*Directions for this task*. Find the string "RAHWANA" in the records. Copy every line it appears in.

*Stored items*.
▼▼▼

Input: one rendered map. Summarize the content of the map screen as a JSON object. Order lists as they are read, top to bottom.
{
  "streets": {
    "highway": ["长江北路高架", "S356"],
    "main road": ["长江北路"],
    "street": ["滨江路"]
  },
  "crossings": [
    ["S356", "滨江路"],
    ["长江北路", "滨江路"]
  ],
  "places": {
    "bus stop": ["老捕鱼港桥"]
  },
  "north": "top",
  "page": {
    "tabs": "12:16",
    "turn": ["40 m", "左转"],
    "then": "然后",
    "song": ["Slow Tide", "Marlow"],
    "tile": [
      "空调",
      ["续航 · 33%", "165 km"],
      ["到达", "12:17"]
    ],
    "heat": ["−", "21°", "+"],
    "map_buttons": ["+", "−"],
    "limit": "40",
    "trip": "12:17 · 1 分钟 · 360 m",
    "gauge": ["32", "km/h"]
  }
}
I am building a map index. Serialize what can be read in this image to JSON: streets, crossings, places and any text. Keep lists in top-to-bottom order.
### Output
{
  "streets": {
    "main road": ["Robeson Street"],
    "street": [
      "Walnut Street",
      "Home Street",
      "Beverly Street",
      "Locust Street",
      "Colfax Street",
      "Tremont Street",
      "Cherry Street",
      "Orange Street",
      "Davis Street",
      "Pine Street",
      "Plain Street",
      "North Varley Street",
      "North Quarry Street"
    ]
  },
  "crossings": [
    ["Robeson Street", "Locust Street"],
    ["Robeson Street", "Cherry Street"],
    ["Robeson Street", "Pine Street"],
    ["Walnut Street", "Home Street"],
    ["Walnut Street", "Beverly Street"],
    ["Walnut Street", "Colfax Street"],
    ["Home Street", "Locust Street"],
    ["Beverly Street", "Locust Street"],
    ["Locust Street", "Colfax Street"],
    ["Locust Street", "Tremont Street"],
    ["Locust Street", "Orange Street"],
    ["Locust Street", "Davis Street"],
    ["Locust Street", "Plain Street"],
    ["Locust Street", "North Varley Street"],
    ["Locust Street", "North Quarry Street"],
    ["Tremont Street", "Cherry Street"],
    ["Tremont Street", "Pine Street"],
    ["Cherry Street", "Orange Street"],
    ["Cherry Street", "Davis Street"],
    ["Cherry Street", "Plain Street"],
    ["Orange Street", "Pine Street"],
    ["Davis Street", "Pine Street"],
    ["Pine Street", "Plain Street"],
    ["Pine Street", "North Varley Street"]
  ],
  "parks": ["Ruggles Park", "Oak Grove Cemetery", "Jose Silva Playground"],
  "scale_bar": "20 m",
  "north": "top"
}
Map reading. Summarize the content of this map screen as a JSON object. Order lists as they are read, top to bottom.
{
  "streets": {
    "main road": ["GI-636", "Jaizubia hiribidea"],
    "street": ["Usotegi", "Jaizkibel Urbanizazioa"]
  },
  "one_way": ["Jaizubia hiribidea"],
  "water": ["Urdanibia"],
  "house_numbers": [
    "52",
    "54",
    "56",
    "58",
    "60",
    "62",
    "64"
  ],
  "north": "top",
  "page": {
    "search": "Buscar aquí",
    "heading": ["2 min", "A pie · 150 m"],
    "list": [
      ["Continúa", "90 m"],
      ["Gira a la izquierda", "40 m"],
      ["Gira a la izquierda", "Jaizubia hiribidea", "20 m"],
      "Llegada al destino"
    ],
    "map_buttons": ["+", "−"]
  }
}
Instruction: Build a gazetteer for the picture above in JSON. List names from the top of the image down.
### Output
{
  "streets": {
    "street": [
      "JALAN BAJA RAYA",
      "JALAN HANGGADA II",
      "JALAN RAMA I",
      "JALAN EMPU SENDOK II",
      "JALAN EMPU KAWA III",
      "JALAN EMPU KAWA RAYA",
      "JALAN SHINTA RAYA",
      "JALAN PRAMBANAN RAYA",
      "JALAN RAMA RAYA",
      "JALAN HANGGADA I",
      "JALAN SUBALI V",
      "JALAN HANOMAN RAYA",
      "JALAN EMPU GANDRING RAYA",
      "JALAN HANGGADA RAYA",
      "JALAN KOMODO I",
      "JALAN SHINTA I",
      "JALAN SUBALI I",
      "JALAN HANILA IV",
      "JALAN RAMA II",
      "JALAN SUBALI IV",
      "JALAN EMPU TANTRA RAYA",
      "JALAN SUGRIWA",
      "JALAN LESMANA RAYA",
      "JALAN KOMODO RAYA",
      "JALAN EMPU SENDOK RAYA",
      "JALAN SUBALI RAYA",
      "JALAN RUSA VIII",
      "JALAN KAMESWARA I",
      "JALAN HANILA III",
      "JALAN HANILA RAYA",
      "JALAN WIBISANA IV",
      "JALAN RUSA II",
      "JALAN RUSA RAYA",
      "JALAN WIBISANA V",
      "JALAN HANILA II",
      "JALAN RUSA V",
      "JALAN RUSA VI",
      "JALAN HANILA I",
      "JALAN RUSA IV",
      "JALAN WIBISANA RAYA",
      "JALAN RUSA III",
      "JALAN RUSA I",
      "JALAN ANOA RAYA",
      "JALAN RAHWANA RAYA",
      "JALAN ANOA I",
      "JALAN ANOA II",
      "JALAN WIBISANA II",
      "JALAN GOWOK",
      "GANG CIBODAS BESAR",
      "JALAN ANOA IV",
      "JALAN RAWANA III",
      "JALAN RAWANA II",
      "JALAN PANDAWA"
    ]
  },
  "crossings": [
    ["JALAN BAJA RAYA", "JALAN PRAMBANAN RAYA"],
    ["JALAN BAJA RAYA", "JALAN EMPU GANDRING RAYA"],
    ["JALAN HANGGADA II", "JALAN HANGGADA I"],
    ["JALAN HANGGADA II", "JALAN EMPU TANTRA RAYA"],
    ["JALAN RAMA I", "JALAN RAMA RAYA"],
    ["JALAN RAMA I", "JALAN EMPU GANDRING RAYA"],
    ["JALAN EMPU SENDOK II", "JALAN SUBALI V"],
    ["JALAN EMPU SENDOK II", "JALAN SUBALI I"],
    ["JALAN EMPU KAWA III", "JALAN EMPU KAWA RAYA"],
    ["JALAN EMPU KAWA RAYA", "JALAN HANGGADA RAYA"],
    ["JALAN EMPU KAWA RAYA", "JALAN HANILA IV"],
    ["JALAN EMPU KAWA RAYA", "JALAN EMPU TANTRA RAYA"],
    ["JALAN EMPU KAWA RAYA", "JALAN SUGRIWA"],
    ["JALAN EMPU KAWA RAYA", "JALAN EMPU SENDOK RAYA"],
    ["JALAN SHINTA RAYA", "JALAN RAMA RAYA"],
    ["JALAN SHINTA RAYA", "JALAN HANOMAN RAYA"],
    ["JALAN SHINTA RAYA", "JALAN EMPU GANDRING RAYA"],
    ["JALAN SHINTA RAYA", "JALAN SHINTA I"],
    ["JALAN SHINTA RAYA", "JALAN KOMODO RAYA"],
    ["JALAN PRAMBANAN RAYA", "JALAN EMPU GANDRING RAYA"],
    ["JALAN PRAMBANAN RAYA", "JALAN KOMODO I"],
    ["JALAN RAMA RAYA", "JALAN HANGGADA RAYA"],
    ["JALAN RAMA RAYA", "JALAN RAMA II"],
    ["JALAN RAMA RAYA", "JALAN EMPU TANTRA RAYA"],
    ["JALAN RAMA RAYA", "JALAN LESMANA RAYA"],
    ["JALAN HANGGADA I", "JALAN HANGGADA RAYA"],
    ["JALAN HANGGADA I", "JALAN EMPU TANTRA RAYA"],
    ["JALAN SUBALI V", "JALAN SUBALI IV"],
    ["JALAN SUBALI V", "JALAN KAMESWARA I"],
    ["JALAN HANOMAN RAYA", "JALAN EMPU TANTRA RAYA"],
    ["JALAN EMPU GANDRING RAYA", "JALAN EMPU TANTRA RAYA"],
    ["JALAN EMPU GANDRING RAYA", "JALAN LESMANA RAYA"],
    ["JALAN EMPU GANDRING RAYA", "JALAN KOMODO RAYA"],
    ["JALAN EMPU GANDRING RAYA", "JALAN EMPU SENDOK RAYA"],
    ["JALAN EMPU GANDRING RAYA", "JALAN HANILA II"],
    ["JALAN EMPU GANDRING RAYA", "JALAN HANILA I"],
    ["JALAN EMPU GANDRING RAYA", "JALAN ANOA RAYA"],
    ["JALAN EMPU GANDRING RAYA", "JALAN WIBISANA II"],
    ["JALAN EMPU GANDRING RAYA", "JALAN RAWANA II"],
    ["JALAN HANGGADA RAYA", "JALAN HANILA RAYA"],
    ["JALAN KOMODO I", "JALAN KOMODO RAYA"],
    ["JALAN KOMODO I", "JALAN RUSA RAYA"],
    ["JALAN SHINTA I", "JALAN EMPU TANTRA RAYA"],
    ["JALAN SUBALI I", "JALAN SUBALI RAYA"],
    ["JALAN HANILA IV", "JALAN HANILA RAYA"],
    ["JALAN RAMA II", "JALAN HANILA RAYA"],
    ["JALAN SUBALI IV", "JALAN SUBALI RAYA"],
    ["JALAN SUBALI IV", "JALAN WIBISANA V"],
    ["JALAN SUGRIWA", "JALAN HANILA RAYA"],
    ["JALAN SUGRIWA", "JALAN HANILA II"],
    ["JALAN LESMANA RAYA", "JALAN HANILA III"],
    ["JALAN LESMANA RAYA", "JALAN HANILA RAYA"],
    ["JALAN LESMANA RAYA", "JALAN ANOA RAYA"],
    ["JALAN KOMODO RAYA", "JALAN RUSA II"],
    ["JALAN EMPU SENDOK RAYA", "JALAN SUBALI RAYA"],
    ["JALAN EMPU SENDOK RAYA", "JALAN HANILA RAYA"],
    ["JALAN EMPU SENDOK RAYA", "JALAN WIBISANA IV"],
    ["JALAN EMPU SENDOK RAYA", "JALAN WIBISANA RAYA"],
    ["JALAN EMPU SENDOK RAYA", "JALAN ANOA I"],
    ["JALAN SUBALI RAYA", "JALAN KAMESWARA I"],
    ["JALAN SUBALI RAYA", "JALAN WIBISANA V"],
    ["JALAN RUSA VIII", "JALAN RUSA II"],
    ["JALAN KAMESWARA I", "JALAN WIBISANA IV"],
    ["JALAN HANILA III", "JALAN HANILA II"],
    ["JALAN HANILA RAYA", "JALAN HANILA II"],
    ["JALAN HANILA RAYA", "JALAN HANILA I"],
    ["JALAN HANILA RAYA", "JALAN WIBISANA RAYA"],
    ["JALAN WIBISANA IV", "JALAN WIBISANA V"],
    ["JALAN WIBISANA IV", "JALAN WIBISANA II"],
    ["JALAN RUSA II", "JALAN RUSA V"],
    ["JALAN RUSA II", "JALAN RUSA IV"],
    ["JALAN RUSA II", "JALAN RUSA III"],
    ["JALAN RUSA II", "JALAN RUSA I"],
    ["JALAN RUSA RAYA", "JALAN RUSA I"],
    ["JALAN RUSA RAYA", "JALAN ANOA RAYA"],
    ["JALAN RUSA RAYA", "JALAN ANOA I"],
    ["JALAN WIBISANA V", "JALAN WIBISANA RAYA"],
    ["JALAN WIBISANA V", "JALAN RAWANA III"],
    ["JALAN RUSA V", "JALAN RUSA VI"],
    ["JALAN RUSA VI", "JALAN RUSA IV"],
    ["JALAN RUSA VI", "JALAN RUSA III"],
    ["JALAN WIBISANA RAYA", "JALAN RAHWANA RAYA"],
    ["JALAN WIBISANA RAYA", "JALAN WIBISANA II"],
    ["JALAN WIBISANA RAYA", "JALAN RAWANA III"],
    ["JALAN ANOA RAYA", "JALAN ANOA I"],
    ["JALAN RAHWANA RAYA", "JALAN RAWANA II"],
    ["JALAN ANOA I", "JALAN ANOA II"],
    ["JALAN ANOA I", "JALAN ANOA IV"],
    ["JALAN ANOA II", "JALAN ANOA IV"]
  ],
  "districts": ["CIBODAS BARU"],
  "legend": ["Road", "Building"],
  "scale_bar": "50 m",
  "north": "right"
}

▲▲▲

*Your response*.
      "JALAN RAHWANA RAYA",
    ["JALAN WIBISANA RAYA", "JALAN RAHWANA RAYA"],
    ["JALAN RAHWANA RAYA", "JALAN RAWANA II"],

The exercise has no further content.